Meeting Special Needs
Gillette opened the Lifetime Specialty Care Clinic to give adults with cerebral palsy the specialized care they need. The clinic also links clients with primary-care providers who can supply ongoing health care in the clients’ own communities.
In addition, because many primary-care providers are unfamiliar with the effects cerebral palsy can have on other health conditions, the Lifetime Specialty Care Clinic serves as a resource when questions arise. Despite opening its doors less than a month ago, the clinic is already very busy. “The need for this specialized care is obvious,” explained Ronna Linroth, clinic manager. “We’ll continue to grow to meet the needs of the patients.”
The clinic provides access to a team of experienced specialists, including physical medicine and rehabilitation physicians, and a social worker specializing in adult issues. The clinic offers treatments for specialty medical needs, including muscle spasticity, as well as assessments to determine if clients would benefit from braces, splints, custom seating, communication devices, and other adaptive equipment.
Because the clinic is located next to the Gillette Technology Center, the Center’s orthotists and seating specialists who can create, modify, and adjust customized adaptive equipment and seating are readily available.
Clients of the clinic also have access to social workers, and speech and language therapists. Teenage clients can learn ways to successfully negotiate the transition from pediatricians to health-care providers for adults.

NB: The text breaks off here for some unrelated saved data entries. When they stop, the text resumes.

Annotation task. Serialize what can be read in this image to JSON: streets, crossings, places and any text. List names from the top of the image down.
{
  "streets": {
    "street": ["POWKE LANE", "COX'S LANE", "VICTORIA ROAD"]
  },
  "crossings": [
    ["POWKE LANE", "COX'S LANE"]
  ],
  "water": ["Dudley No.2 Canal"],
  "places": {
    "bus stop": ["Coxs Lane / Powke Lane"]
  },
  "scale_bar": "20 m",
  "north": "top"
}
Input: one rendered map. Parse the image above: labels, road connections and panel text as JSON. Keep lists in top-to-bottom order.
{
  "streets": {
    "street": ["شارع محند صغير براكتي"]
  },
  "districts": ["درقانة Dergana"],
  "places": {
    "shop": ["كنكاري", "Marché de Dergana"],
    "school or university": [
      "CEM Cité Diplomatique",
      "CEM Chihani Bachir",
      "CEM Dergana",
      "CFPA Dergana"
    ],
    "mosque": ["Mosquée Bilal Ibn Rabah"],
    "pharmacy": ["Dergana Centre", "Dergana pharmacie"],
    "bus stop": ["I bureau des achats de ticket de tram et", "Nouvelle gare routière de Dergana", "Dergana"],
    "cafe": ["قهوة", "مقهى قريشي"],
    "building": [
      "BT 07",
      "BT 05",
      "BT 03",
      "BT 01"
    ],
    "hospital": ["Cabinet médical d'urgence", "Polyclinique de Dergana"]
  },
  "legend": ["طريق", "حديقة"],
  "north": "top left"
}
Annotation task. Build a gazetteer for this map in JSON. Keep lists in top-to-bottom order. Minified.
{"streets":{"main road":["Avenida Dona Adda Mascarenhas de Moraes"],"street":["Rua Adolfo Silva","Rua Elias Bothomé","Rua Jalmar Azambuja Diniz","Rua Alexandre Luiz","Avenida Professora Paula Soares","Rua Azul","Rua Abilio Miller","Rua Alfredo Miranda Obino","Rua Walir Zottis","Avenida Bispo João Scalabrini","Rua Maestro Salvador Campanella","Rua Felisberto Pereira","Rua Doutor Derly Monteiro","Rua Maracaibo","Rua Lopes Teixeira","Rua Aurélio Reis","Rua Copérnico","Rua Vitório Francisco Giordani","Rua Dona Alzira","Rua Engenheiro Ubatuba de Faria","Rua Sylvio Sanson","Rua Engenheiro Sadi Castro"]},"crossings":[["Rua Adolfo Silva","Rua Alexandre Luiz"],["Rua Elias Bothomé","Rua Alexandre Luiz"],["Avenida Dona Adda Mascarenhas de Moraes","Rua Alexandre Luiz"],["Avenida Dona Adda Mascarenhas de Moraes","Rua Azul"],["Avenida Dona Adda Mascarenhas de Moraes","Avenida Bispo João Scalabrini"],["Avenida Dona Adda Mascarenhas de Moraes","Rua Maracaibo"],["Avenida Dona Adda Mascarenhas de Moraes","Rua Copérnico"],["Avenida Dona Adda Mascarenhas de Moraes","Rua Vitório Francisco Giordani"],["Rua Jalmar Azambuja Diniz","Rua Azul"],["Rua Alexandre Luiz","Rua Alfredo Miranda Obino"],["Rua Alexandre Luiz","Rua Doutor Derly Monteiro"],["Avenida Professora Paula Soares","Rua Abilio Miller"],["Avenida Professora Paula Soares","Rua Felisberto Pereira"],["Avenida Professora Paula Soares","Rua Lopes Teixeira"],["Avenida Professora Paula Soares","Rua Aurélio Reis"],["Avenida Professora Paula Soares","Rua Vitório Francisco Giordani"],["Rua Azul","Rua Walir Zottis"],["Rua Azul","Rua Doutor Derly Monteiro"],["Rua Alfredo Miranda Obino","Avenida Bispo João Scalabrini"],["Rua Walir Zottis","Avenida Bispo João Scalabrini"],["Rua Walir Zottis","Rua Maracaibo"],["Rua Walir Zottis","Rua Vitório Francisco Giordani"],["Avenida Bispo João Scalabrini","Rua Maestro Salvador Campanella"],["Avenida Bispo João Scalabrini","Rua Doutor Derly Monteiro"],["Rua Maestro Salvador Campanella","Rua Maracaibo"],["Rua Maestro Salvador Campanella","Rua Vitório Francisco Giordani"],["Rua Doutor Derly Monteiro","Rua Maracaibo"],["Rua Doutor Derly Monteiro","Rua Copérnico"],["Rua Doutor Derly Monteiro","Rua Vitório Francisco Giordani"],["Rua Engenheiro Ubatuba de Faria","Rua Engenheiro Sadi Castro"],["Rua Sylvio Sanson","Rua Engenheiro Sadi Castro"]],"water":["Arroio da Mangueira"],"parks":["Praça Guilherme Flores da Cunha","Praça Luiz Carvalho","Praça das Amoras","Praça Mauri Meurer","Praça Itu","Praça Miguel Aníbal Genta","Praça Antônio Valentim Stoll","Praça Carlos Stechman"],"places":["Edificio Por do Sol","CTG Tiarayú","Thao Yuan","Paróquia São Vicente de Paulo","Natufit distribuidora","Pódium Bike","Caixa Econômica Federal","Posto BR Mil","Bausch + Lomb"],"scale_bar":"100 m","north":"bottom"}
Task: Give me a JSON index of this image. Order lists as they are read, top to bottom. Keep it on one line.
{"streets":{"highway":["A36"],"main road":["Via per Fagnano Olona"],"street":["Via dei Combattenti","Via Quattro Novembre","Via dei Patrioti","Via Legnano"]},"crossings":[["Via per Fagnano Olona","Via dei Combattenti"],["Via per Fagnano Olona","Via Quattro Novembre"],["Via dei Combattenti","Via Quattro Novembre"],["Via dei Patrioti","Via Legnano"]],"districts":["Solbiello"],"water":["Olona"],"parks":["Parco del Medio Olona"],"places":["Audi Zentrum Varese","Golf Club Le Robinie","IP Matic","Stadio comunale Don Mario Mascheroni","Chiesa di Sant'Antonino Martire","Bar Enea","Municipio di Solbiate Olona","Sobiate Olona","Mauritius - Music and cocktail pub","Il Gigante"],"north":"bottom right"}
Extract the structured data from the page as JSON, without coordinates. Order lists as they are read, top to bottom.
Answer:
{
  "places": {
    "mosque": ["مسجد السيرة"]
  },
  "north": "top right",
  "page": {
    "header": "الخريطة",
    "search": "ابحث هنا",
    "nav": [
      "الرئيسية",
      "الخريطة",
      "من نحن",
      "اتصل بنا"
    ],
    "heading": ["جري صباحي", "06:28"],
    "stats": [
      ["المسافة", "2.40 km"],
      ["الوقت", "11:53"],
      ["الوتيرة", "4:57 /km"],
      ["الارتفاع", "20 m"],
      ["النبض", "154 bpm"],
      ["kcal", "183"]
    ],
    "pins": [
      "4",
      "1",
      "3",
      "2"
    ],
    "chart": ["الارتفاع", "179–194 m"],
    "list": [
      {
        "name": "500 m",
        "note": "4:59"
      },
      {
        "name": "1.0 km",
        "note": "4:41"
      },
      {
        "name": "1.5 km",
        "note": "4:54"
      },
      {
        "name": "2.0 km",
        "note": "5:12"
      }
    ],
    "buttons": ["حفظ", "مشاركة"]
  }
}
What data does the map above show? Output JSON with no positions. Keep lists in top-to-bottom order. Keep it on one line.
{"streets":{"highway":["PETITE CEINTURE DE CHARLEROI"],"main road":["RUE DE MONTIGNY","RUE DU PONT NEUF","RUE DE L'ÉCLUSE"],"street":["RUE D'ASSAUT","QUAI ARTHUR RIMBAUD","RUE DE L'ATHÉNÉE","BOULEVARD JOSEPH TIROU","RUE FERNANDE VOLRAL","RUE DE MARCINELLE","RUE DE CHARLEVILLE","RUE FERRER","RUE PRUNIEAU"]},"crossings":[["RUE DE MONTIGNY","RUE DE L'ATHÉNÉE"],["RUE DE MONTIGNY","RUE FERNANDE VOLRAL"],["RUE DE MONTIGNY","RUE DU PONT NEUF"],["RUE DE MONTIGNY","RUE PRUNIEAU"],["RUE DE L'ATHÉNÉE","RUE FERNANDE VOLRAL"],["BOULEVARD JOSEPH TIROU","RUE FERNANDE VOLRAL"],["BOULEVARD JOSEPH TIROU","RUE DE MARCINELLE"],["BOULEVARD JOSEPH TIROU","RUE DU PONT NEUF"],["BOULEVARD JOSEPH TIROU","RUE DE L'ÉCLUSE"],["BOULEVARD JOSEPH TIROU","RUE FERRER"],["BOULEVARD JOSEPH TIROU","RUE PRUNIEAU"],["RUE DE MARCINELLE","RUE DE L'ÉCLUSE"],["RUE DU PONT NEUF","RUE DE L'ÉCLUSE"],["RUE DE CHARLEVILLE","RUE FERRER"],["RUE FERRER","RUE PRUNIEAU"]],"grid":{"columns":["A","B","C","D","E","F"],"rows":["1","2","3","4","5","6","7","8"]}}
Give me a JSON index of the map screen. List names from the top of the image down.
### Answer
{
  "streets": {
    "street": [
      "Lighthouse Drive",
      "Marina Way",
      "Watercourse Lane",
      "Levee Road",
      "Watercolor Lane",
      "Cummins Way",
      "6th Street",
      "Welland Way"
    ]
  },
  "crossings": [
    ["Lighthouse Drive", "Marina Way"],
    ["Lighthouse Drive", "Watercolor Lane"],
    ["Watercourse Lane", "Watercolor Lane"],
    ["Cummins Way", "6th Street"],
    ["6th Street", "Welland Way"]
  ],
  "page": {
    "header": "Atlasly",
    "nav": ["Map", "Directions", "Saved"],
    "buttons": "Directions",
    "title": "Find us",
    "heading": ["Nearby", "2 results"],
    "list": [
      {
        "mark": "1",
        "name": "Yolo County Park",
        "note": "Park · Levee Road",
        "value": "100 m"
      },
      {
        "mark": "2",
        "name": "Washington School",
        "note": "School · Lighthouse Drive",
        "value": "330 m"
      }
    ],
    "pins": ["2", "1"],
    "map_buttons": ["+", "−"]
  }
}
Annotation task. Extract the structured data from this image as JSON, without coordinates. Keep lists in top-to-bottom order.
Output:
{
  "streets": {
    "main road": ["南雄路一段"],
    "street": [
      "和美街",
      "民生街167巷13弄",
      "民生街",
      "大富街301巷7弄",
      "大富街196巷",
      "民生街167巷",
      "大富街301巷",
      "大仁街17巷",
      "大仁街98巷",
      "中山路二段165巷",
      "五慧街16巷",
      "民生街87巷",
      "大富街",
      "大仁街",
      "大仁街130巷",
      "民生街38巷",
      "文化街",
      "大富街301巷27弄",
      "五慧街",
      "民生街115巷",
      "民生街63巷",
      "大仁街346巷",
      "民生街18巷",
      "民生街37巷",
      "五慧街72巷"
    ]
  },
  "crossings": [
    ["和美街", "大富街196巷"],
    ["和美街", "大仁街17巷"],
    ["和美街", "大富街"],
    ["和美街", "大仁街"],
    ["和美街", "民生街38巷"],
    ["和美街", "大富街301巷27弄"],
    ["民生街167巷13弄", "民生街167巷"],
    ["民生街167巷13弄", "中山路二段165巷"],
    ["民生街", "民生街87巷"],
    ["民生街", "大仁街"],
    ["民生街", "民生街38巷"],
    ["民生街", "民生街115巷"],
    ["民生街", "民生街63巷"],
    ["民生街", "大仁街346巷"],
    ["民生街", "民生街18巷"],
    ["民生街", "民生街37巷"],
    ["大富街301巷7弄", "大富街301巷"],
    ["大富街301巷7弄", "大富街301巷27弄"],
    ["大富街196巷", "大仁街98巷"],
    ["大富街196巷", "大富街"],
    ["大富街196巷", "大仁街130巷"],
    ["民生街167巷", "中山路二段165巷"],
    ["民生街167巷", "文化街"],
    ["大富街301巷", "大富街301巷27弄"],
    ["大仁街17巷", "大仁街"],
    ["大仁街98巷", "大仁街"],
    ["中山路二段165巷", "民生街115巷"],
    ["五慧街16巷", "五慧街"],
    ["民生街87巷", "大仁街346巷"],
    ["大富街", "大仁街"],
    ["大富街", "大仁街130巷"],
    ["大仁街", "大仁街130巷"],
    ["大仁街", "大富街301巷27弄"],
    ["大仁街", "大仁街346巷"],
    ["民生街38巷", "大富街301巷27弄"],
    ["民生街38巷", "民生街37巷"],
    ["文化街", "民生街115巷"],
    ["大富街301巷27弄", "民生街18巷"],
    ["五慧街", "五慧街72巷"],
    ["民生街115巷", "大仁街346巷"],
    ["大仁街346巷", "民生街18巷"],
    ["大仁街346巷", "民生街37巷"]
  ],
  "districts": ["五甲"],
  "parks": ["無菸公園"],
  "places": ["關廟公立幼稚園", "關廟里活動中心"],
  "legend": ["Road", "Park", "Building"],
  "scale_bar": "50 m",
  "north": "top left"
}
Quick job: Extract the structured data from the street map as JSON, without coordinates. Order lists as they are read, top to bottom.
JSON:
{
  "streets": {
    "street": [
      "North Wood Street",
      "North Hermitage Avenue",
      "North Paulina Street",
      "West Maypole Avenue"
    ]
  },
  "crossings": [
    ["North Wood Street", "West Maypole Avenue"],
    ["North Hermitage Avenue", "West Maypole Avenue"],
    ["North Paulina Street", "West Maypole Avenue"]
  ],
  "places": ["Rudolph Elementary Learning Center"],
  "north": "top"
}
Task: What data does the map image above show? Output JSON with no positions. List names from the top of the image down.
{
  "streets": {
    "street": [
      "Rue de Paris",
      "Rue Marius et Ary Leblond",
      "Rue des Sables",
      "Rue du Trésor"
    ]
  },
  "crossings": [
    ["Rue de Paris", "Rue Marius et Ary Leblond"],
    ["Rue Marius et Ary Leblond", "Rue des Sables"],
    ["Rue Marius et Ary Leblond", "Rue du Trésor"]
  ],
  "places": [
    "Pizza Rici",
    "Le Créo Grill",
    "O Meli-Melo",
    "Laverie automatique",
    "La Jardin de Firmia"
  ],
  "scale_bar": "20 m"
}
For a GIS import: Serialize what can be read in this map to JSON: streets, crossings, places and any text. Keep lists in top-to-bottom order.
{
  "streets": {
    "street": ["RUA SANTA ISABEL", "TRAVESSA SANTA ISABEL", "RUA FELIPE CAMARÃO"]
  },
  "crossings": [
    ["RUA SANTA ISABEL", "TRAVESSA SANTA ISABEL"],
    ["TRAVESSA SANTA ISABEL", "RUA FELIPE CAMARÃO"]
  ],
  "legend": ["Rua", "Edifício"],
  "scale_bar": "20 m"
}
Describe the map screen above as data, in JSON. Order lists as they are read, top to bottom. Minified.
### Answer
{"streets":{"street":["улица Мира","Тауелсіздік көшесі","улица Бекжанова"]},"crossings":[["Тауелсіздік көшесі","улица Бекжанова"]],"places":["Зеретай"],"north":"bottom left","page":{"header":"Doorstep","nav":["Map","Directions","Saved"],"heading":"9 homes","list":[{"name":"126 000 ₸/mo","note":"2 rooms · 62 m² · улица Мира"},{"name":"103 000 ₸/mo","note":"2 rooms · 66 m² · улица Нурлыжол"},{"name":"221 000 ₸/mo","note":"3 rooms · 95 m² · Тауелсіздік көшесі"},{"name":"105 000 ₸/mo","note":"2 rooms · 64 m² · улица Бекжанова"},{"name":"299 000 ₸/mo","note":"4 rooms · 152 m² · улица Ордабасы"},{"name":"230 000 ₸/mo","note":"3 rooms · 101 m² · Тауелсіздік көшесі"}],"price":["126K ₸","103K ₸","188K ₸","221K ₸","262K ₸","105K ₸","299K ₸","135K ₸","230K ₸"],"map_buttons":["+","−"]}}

The clinic also offers options for dealing with adult issues such as choosing a career; becoming self-supporting; handling dating, marriage, and children; managing pain; maintaining a healthy weight; dealing with menstrual and gastrointestinal or feeding concerns; and coming to terms with grief and loss issues related to disabilities.
The Difference of Specialized Care
Most health-care facilities have only a cursory understanding of cerebral palsy, but Gillette has been caring for children with disabilities for more than 100 years. At the Lifetime Specialty Care Clinic, clients can discuss their medical concerns with staff who have years of experience caring for patients with cerebral palsy. They examine therapy, medicine, surgery, and other options for managing medical issues and improving their lives. The clinic uses the knowledge and expertise that has gained Gillette a world-renowned reputation for treating children, but its decor and facilities are geared toward adults. For instance, the clinic features examination chairs that recline, tilt, and support adults, making medical tests and procedures more comfortable and effective.
“It’s a great place to go for people with cerebral palsy,” said Bottelson. “I like how they treated me and pushed me to do more than I’ve ever been able to do before.” For Bottelson and the 13,000 children and adults with cerebral palsy in Minnesota, the Lifetime Specialty Care Clinic offers new hope for a healthy future.